Un buen ejemplo lo da Lisa Tuttle: “Lo que me interesa queda en
la zona de los sueños y del subconciente. Creo que la fantasía
y la literatura no realista, tanto si contienen tu terror como si no, son
una forma de tratar directamente ese tema. En vez de hacer que mis personajes
examinen el derrumbe de sus relaciones a lo largo de treinta y tres
páginas, prefiero dramatizar ese derrumbe haciendo que la mujer
sea una extraña criatura mitad serpiente llegada del más
allá. Prefiero exagerar el conflicto y explorarlo igual que hacen
los cuentos de hadas. En vez de limitarme a decir que los hombres se parecen
a las mujeres, prefiero escribir un relato donde el hombre o la mujer sean
un monstruo y decir que no pertenecen a la misma especie”.

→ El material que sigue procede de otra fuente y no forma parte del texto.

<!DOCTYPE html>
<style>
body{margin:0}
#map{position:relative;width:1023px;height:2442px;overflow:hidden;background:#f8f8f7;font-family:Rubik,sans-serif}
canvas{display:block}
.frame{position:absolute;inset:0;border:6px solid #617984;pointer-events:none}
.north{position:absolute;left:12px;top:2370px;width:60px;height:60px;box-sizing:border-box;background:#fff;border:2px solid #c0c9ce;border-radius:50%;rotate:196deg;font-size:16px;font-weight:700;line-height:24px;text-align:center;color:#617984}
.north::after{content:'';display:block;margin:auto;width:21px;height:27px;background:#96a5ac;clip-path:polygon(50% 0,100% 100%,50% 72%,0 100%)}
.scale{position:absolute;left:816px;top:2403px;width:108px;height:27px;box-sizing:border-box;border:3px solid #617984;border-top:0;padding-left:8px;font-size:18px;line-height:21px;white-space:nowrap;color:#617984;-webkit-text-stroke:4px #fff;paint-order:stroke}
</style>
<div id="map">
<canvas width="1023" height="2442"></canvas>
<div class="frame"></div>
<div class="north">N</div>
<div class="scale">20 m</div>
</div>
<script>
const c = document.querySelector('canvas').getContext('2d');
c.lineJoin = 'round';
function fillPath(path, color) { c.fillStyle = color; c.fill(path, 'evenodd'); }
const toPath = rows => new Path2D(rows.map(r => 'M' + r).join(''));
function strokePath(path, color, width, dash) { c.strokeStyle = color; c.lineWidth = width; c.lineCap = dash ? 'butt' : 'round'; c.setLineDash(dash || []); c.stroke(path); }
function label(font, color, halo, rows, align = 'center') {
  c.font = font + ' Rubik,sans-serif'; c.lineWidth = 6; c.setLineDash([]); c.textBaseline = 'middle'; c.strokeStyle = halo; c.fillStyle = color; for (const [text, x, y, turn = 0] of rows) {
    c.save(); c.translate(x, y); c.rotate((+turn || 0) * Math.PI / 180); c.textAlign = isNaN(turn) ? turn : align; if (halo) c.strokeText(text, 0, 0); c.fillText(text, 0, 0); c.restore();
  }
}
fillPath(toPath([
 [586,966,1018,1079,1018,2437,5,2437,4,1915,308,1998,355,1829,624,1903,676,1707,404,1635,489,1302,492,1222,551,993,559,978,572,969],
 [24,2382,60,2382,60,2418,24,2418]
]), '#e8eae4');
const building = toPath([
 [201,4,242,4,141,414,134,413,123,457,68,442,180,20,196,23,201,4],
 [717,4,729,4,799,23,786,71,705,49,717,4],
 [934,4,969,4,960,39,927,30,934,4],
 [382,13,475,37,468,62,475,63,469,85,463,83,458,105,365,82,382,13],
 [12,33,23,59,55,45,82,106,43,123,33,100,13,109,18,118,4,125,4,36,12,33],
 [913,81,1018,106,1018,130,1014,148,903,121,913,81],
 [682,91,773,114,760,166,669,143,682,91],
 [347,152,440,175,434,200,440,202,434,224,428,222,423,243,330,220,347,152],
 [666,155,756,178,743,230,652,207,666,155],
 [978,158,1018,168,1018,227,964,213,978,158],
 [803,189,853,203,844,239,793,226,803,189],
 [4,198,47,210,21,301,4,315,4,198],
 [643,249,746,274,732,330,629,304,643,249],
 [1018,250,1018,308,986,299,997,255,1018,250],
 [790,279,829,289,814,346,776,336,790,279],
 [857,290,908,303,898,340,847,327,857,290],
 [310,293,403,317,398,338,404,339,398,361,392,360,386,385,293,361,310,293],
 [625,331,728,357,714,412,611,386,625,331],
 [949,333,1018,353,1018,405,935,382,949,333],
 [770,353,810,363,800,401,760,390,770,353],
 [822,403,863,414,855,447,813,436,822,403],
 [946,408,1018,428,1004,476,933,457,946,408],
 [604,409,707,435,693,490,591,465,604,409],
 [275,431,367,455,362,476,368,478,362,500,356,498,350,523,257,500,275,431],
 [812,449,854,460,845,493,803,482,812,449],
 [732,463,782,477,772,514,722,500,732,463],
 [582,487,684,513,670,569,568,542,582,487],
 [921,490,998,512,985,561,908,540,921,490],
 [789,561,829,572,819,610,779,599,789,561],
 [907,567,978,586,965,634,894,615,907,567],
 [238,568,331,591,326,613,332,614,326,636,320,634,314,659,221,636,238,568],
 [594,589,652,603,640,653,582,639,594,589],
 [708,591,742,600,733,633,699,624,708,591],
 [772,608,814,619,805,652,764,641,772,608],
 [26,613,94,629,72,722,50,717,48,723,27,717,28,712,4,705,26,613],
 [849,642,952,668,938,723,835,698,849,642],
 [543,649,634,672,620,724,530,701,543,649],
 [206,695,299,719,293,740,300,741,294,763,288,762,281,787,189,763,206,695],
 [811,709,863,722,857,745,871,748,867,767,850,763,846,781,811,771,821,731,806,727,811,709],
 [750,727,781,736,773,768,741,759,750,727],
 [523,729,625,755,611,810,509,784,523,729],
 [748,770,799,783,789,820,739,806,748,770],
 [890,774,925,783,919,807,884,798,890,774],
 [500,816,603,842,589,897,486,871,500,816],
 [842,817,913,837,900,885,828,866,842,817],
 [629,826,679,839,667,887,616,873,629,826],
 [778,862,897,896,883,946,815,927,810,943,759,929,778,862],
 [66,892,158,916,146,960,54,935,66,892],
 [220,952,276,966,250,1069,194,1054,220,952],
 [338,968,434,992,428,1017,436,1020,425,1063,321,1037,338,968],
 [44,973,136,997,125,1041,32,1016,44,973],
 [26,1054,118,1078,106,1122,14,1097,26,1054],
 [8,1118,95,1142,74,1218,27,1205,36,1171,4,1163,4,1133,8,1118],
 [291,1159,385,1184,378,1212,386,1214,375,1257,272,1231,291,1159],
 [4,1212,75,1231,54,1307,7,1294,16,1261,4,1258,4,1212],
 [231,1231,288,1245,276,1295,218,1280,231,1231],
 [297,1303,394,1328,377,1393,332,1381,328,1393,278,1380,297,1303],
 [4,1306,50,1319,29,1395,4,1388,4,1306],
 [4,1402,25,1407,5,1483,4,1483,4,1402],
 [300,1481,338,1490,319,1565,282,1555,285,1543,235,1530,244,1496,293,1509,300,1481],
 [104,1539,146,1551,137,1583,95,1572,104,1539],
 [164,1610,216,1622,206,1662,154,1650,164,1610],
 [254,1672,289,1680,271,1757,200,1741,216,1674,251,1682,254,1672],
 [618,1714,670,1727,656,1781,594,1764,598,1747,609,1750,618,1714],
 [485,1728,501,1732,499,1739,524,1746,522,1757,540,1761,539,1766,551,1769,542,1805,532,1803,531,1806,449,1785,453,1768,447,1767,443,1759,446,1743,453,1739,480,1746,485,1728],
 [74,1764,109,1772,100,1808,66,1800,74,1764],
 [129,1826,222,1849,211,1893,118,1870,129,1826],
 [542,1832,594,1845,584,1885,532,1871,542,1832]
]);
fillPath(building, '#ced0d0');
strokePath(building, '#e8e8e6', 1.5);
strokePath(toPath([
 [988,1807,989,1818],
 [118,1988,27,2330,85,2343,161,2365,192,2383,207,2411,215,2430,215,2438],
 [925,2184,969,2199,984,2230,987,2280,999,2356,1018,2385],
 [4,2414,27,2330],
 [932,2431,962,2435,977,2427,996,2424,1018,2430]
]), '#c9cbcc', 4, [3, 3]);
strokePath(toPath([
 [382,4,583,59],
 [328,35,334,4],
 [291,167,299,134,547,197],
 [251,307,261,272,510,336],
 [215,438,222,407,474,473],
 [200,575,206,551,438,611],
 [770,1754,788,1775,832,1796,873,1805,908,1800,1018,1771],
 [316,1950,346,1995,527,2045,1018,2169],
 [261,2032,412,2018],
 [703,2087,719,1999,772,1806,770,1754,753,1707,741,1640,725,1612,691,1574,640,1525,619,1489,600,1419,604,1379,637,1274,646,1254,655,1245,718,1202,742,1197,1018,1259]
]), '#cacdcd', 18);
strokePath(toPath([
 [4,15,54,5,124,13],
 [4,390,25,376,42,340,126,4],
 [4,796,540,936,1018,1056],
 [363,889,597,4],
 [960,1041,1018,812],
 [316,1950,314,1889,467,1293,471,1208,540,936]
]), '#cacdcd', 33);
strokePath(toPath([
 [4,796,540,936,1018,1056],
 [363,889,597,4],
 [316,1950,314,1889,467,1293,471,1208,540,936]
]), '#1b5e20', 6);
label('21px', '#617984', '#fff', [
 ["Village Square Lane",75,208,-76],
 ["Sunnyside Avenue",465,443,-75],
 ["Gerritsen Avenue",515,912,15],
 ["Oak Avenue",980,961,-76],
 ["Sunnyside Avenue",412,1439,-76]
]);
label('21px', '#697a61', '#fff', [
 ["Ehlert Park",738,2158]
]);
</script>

Se trata de un proceso análogo al de la caricatura. Una ilustración realista puede retratar a un individuo único, pero mientras menos específico, o más elemental, es el dibujo, mayor es el número de personas que podrían semejarse a él; y el típico círculo con dos puntos y una raya como ojos y boca es un rostro virtualmente universal. Por eso todo mundo disfruta de las tiras cómicas de los periódicos; mientras más elementales los trazos, más puede todo mundo identificar –e identificarse con- el personaje representado. Así sucede con la ficción de horror. En cierto sentido, es una caricatura escrita de la realidad. El caricaturista hábil puede capturar las emociones deseadas con un par de trazos, y transmitirlas directamente al público. El escritor de horror, en cambio, tiene que poner mucho esfuerzo en crear una “realidad” literaria tan sólida como la de cualquier obra realista, pues la facilidad de transmisión de mensajes de un medio visual como lo es el dibujo no existe en la escritura; aún así , el mundo creado por el escritor, por muy sofisticado y perfecto que sea, es análogo a la caricatura en el sentido de que se trata de un medio más propicio para internarse en el ámbito de las emociones por haber sido conformado, aunque sea inconscientemente, con tales fines.
H.P.
Lovecraft clasifica las historias de horror en dos variedades:
Así
es como funciona el horror: una exploración de lo que pasaría
si nuestros peores temores pudieran ser ciertos. Una catarsis de
nuestros miedos reprimidos, pero también una confrontación
con ellos, lo único que nos puede permitir superarlos.
Si
alguien tiene miedo a salir de noche porque podría toparse con asaltantes,
comprenderá muy bien La Hora del Vampiro, de King, donde
no hay que salir al anochecer, pues es el momento de cazar de la criatura;
los padres temen que sus hijos se rebelen contra lo establecido, temblarán
con El Exorcista , donde Regan MacNeil encarna la hija rebelde por
excelencia: es blasfema, obscena, tiene lenguaje sucio, carece de respeto…Las
adolecentes asustadas de los cambios que sufren sus propios cuerpos, y
los muchachos que aún no acaban de entender cómo funciona
la sexualidad femenina, quedarán igualmente provistos de una confirmación
de sus peores temores con Carrie.
Jack Finney nunca tuvo en mente ningún
mensaje político cuando escribio La Invasión de los Ursupadores
de Cuerpos, y sin embargo su novela ha sido vista como una advertencia
anticomunista y como una advertencia anticapitalista, dependiendo de quien
la lea; en ese sentido, resulta una obra política universal, donde
el lector proyecta sus temores sociopolíticos personales en ella,
cosa que no puede pasar con historias de intención política
concreta como, digamos, La Cacería al Octubre Rojo o Topaz.